Both transcranial, endoscopic or combined approaches have been used for repair of these lesions. Transcranial route is preferred in CSF leaks involving the lateral recess of widely pneumatized SS to directly visualize the defect. Fronto-temporal craniotomy provides excellent access for middle cranial fossa. Access to the bony defect, particularly in the posterior portion, is difficult and may require sacrifice of prolapsed gliotic cerebral tissue. Perisellar lesions with small defects may be successfully obliterated by using traditional microscopic or endonasal transsphenoidal or transethmoidal approaches.

Initial attempts at repairing skull base defects in the lateral SS via a midline microsurgical transsphenoidal approach were associated with a high rate of failure, because of poor visualization of these defects. In most cases, the laterally based defect is situated beyond the line of sight of the speculum-based exposure. In addition, a complete removal of mucosa of lateral recess of SS is not possible with midline approaches leading to failure in sinus obliteration. Wider exposures can be obtained with LeFort I osteotomy. However, these may be associated with postoperative malocclusion or traction neurapraxia of the infraorbital nerves as well as injury to the hard palate and upper alveolar region affecting the neurovascular supply to the teeth.

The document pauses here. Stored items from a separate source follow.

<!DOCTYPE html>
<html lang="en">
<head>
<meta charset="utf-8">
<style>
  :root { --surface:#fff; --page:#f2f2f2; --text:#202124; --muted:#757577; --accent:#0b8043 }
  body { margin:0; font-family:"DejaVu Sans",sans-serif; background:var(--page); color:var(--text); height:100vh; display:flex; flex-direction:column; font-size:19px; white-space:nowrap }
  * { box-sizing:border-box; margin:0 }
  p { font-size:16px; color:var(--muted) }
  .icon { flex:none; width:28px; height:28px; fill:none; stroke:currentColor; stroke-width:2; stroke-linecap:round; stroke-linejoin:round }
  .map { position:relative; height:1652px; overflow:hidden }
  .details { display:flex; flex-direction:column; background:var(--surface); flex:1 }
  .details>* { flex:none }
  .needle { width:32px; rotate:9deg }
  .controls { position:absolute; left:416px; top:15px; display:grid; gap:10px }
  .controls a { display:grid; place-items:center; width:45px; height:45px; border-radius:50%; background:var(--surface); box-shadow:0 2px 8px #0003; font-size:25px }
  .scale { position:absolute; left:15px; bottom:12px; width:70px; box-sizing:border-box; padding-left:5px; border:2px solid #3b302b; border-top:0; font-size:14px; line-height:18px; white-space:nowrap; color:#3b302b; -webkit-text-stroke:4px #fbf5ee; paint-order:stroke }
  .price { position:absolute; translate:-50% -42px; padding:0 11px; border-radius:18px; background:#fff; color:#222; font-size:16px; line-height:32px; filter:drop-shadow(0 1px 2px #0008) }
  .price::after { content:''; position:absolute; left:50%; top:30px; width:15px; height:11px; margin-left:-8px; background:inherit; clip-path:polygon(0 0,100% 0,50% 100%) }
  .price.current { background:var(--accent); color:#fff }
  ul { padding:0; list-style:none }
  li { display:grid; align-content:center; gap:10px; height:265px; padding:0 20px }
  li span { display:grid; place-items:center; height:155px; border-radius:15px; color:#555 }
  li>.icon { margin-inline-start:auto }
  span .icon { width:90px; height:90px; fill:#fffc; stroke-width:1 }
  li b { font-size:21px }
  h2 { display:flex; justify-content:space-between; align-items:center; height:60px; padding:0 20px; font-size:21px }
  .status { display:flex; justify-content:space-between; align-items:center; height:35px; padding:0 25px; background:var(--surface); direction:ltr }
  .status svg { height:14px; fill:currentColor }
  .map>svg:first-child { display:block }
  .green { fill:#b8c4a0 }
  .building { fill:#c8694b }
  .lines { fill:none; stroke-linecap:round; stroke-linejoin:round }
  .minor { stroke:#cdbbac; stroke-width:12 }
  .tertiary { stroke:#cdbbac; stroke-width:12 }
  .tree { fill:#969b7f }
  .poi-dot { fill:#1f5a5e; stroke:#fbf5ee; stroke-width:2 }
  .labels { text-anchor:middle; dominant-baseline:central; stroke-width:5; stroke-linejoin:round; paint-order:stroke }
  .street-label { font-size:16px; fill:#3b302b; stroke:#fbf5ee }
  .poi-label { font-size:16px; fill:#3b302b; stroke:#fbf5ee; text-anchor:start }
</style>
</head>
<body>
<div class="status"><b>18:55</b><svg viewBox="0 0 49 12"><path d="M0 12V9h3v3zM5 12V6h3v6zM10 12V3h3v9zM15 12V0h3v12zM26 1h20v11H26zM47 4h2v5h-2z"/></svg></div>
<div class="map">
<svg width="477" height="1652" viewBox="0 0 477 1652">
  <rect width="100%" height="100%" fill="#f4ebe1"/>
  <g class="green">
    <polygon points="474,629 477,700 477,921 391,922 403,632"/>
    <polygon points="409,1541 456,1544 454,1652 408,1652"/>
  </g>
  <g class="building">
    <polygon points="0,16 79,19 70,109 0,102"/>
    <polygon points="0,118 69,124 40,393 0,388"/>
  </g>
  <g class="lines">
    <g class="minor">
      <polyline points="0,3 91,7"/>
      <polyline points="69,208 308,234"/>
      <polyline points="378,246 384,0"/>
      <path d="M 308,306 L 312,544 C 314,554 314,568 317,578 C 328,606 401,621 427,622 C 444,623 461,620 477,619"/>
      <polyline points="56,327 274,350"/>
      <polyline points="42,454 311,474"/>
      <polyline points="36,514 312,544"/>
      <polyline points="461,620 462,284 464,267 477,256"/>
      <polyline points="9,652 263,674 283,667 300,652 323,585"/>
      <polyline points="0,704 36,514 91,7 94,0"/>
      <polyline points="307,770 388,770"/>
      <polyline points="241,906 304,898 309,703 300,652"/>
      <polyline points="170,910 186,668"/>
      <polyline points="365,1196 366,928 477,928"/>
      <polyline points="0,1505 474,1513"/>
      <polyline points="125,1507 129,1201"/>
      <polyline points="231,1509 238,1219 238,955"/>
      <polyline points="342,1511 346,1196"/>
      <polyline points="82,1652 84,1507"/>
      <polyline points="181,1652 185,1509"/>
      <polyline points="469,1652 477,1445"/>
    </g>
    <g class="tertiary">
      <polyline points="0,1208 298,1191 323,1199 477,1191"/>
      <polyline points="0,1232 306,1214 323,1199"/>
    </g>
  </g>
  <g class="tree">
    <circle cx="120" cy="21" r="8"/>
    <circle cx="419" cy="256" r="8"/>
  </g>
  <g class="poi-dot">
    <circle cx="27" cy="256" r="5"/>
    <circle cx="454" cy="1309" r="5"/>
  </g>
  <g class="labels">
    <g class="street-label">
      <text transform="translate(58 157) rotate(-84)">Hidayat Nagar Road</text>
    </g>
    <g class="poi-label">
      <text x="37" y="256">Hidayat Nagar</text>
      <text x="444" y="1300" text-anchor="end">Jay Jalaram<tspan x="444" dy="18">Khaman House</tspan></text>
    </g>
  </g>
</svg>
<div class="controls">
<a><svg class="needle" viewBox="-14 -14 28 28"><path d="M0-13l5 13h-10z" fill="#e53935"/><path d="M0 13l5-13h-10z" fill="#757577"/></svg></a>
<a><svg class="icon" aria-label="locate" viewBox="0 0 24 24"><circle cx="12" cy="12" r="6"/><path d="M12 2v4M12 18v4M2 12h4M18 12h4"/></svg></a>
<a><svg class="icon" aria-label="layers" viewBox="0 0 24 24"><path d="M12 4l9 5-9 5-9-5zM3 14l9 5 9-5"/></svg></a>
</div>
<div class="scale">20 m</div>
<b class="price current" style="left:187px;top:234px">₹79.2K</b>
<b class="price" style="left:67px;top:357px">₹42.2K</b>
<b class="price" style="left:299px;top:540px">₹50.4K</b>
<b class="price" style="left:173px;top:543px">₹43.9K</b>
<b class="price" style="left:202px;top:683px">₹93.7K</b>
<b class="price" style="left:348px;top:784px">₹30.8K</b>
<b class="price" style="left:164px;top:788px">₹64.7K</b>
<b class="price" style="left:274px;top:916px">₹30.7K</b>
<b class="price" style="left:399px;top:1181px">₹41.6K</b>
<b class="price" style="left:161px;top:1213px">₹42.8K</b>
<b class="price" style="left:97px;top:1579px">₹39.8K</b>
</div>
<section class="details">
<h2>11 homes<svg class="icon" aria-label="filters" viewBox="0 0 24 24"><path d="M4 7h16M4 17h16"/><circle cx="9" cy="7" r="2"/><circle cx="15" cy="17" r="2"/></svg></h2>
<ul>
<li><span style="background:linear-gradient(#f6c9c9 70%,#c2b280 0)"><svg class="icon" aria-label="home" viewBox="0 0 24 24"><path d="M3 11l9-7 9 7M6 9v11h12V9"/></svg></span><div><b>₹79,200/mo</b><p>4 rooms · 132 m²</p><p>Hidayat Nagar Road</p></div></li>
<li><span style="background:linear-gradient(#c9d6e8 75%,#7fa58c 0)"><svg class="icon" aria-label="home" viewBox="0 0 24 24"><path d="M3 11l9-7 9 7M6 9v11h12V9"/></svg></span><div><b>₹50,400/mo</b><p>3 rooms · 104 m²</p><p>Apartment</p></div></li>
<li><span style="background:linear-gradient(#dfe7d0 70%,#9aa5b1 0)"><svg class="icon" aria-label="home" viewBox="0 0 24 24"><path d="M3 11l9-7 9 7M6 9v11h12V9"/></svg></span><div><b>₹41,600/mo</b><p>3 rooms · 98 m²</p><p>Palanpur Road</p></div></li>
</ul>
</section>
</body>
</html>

Endonasal transpterygoid approach through the posterior wall of maxillary sinus is a better technique in these cases as it allows exploration of most lateral aspect of SS, complete removal of sinus mucosa in lateral recess, and direct multilayered repair.[8]

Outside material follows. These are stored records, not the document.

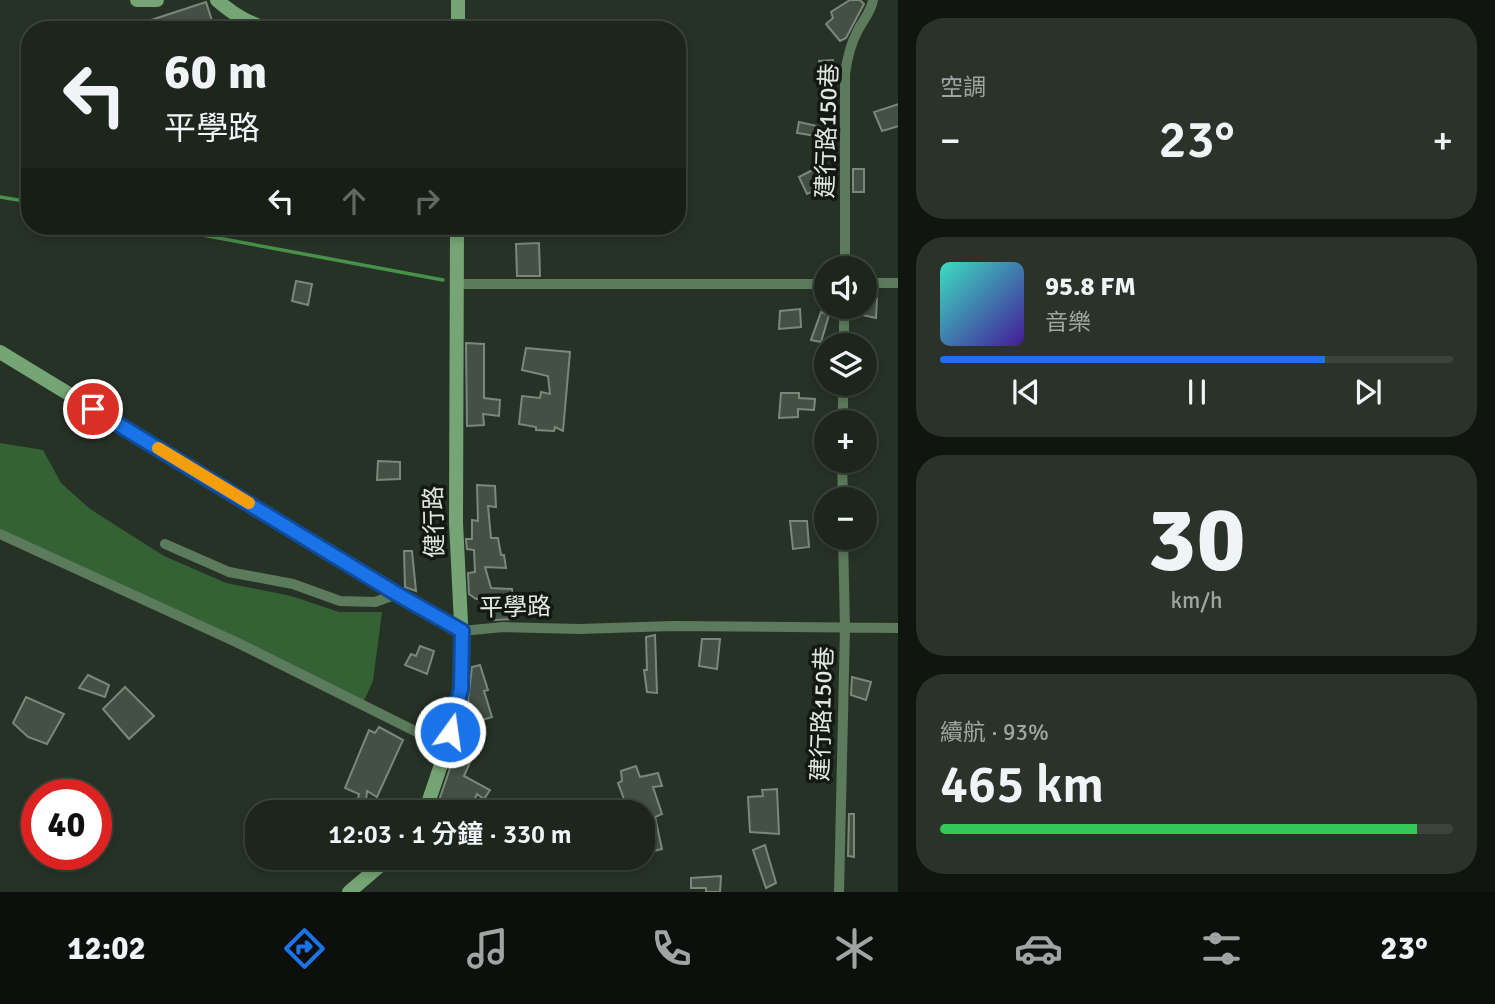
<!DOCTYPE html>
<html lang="zh-TW">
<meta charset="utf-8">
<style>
:root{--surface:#1d261c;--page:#2a3229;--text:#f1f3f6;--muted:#a0a5a3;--line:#3b433b;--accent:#1a73e8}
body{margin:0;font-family:Signika,"Noto Sans TC",sans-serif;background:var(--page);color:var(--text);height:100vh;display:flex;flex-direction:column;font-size:26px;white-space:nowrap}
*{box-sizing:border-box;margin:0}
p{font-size:23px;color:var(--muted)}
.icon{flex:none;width:38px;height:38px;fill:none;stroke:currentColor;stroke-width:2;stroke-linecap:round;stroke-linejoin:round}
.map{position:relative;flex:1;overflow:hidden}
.drawer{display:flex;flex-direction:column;gap:18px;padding:18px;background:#10150f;width:597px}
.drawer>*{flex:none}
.top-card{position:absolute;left:21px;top:21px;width:665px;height:214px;border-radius:28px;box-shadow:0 4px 10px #0003,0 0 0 2px var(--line);background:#1d261c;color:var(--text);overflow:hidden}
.controls{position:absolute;left:814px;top:256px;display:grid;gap:14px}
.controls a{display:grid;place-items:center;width:63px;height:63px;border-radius:50%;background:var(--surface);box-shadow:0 4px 10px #0003,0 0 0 2px var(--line);font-size:35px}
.speed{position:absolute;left:21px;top:779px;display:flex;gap:14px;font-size:35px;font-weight:700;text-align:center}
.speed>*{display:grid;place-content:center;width:91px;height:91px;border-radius:50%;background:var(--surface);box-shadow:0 4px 10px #0003,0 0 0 2px var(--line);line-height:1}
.speed .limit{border:10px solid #d22;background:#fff;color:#111}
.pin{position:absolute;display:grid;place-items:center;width:60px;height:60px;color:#fff;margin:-30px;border:4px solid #fff;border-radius:50%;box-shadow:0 2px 7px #0007}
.me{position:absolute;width:77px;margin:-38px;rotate:14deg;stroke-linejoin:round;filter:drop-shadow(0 0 5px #0008)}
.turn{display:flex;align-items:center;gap:24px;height:147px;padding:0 28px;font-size:32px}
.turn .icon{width:91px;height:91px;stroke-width:2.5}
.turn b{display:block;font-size:49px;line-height:60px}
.lanes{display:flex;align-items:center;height:66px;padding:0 28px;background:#0003;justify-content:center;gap:35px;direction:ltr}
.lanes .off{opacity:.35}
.big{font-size:52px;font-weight:600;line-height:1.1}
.drawer .card{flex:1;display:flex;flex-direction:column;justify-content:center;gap:10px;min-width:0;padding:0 24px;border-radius:28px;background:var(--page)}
.drawer .dial{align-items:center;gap:0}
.dial b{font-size:91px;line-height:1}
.song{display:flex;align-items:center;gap:21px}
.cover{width:84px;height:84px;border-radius:10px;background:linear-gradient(135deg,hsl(170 70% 55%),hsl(260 70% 35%))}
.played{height:7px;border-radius:4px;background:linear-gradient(90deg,var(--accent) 75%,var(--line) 75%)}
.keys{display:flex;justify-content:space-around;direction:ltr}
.heat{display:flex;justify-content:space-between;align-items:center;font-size:38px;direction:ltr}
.charge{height:10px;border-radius:5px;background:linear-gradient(90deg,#34c759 93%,var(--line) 0)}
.trip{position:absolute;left:245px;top:800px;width:410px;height:70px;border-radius:28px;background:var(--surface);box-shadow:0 4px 10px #0003,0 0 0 2px var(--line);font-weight:600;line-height:70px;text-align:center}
.tab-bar{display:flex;height:112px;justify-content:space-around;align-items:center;background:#0c0f0b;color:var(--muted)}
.tab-bar .icon{width:49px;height:49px}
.tab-bar .current{color:var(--accent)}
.tab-bar b{font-size:32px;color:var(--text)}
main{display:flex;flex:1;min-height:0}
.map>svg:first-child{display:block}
.green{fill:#346235}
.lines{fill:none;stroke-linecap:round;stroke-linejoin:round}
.stream{stroke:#47914a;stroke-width:3.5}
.building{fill:#445043;stroke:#7a8779;stroke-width:2}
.street{stroke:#5c7a5c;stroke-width:10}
.secondary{stroke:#75a575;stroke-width:14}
.route-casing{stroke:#114b97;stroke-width:18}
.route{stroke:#1a73e8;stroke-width:12}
.slow{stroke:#f59e0b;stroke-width:12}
.labels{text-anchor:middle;stroke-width:7;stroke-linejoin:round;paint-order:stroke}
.street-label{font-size:24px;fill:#e1e8e1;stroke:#131813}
</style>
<main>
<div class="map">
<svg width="899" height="892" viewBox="0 0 899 892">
<rect width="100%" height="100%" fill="#273226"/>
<path class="green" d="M0,443L43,450L61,483L90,509L164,556L226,583L291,596L339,612H382L373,681L362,705L0,538Z"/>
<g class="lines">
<path class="stream" d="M0,197L30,202
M154,226L443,280"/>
</g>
<path class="building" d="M850,0H860L864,4L846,38L840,41L826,24L833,18L831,12Z
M206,2L215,30H148L145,22Z
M833,60L835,84H819V61Z
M899,104V126L882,131L874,112Z
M799,122L830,129L829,138L797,133Z
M820,166L828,184L807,194L799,177Z
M853,169H864V192H853Z
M539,243L540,276H517L516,244Z
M296,281L312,284L308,305L292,301Z
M866,296L877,298L876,318L862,315Z
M800,309L801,327L779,329L780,311Z
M821,312L829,315L821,342L811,340Z
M466,343L484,344V398L500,400L499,416L483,414L484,425L467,426Z
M526,348L570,352L563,431L555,427L554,431L536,430V427L519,424L522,396L540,398L541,392L550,394L548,376L522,370Z
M781,393H799V398L815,399L814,410L798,409V417L779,418Z
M378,461L400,462V479L377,480Z
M477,485L495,486L496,507L488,506L491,538H498L501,555H504L506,568L485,567L491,588L512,589L513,615H517V619L494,620L495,602L484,604L482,598L476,599L469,594L468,573L475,572L474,550L467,549L466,539H472V520L478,521Z
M790,521H807L809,547L793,549Z
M404,551H412L416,591L405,587Z
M655,635L657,693L647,692L644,670H647L646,637Z
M702,639H720L717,669L699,666Z
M420,646L434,651L427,674L405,665L411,654L416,656Z
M480,665L488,690L484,691L492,717L476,722L468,700L472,667Z
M88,675L109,685L105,697L79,688Z
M852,677L871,682L866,700L851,695Z
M125,687L154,716L129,739L103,709Z
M26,697L64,714L47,744L28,737L13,723Z
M379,727L403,740L377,797L367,791L365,812H355L359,794L345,788L369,730L375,733Z
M456,751L471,760L464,776L490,790L484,799L477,794L470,810L463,805L460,812H435Z
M636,766L640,777L658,773L662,786L653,787L662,814L655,817L662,849L642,854V812H637L634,804L627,807L618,783L622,781L621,771Z
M777,789L779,834L750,832L748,797L763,796L762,790Z
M849,814H854V857L848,856Z
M765,845L776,883L766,888L753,850Z
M721,876L720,892H706V888H691V878Z"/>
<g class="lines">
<path class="street" d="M845,268V74C847,59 851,43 858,30C863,20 871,12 873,0
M864,283H899
M457,284H826
M844,345V306
M843,422V383
M842,460L843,499
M0,534L236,642L447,747
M165,544L229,572L293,584L340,601L375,602L397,594
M462,631L503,627L579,629L673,626L899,628
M839,892L845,628L843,537"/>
<path class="secondary" d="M137,0H157
M217,0C235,16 249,23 271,30
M458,30V0
M0,352L397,594L462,631
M425,812L447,747L461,689L463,663L456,523L457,226
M349,892L389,858"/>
</g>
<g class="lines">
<g class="route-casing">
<path id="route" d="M93,409L397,594L462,631L461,689L450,732"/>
</g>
<use href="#route" class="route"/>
<path class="slow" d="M158,448L249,503"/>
</g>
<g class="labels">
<g class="street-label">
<text transform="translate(827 131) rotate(-88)" y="8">建行路150巷</text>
<text transform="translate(434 522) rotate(-91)" y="8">健行路</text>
<text transform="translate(515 607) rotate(-1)" y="8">平學路</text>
<text transform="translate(822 714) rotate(-88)" y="8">建行路150巷</text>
</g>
</g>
</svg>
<div class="controls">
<a><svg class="icon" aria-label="sound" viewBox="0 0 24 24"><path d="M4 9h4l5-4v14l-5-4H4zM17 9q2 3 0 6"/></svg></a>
<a><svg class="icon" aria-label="layers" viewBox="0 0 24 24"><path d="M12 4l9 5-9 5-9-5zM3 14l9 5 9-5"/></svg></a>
<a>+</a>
<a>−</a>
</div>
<div class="speed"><div class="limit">40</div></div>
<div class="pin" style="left:93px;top:409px;background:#d93025"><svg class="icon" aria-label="arrive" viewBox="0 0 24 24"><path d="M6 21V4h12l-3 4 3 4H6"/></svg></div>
<svg class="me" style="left:450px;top:732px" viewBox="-20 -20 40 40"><circle r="17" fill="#1a73e8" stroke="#fff" stroke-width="3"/><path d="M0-11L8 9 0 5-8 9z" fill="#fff"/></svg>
<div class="trip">12:03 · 1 分鐘 · 330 m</div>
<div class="top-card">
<div class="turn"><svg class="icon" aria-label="left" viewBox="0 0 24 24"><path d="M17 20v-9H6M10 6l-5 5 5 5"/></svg><div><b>60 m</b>平學路</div></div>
<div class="lanes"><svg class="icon" aria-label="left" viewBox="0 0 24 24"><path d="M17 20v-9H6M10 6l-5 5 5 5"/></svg><svg class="icon off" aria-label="ahead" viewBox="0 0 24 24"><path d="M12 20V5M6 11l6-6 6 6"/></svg><svg class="icon off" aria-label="right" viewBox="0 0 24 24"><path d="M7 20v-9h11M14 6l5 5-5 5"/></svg></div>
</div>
</div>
<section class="drawer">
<div class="card"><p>空調</p>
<div class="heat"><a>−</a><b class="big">23°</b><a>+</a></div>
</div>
<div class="card">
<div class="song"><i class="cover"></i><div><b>95.8 FM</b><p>音樂</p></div></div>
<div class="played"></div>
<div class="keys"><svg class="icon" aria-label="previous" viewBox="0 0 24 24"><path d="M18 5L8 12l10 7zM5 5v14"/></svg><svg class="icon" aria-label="pause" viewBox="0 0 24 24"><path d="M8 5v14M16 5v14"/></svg><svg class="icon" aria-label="next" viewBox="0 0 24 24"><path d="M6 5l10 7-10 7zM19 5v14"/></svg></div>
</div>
<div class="card dial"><b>30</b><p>km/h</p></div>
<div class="card"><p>續航 · 93%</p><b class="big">465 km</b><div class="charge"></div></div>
</section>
</main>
<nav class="tab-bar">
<b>12:02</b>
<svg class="icon current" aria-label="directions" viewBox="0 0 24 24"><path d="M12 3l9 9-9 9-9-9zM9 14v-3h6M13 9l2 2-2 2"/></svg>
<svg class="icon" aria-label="music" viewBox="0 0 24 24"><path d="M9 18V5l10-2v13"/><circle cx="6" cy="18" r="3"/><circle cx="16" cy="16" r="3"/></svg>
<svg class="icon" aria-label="phone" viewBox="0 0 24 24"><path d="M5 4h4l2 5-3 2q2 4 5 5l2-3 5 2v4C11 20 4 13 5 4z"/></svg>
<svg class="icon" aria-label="climate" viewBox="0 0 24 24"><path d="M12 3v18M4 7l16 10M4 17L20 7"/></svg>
<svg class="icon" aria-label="car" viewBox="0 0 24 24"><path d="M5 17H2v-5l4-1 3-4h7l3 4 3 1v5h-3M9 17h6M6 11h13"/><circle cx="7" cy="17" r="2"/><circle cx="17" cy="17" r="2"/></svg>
<svg class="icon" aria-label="filters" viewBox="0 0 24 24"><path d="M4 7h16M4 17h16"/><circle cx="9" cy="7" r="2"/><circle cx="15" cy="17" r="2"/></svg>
<b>23°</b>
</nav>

Because of the underlying intracranial hypertension, direct repair without long-term CSF diversion would pose a high risk of postoperative CSF leakage. An initial ventriculoperitoneal shunt insertion is, thus preferred followed by endoscopic repair of the CSF leak and skull base defect via an endonasal transpterygoid approach. This technique is technically challenging and not completely sterile as it traverses the dirty nasal and paranasal cavities, nevertheless it offers avoidance of craniotomy and brain retraction, excellent panoramic visualization, improved illumination, and is preferred technique in hands of skilled neurosurgeons.

Overall determination of surgical approach is based on various factors including the degree of lateral sphenoid pneumatization, size and location of bony defect and ability to perform an adequate skull base repair through given exposure and although the endoscopic transpterygoid approach is probably the best technique, transcranial approaches are an optimal alternative when a transnasal approach had failed.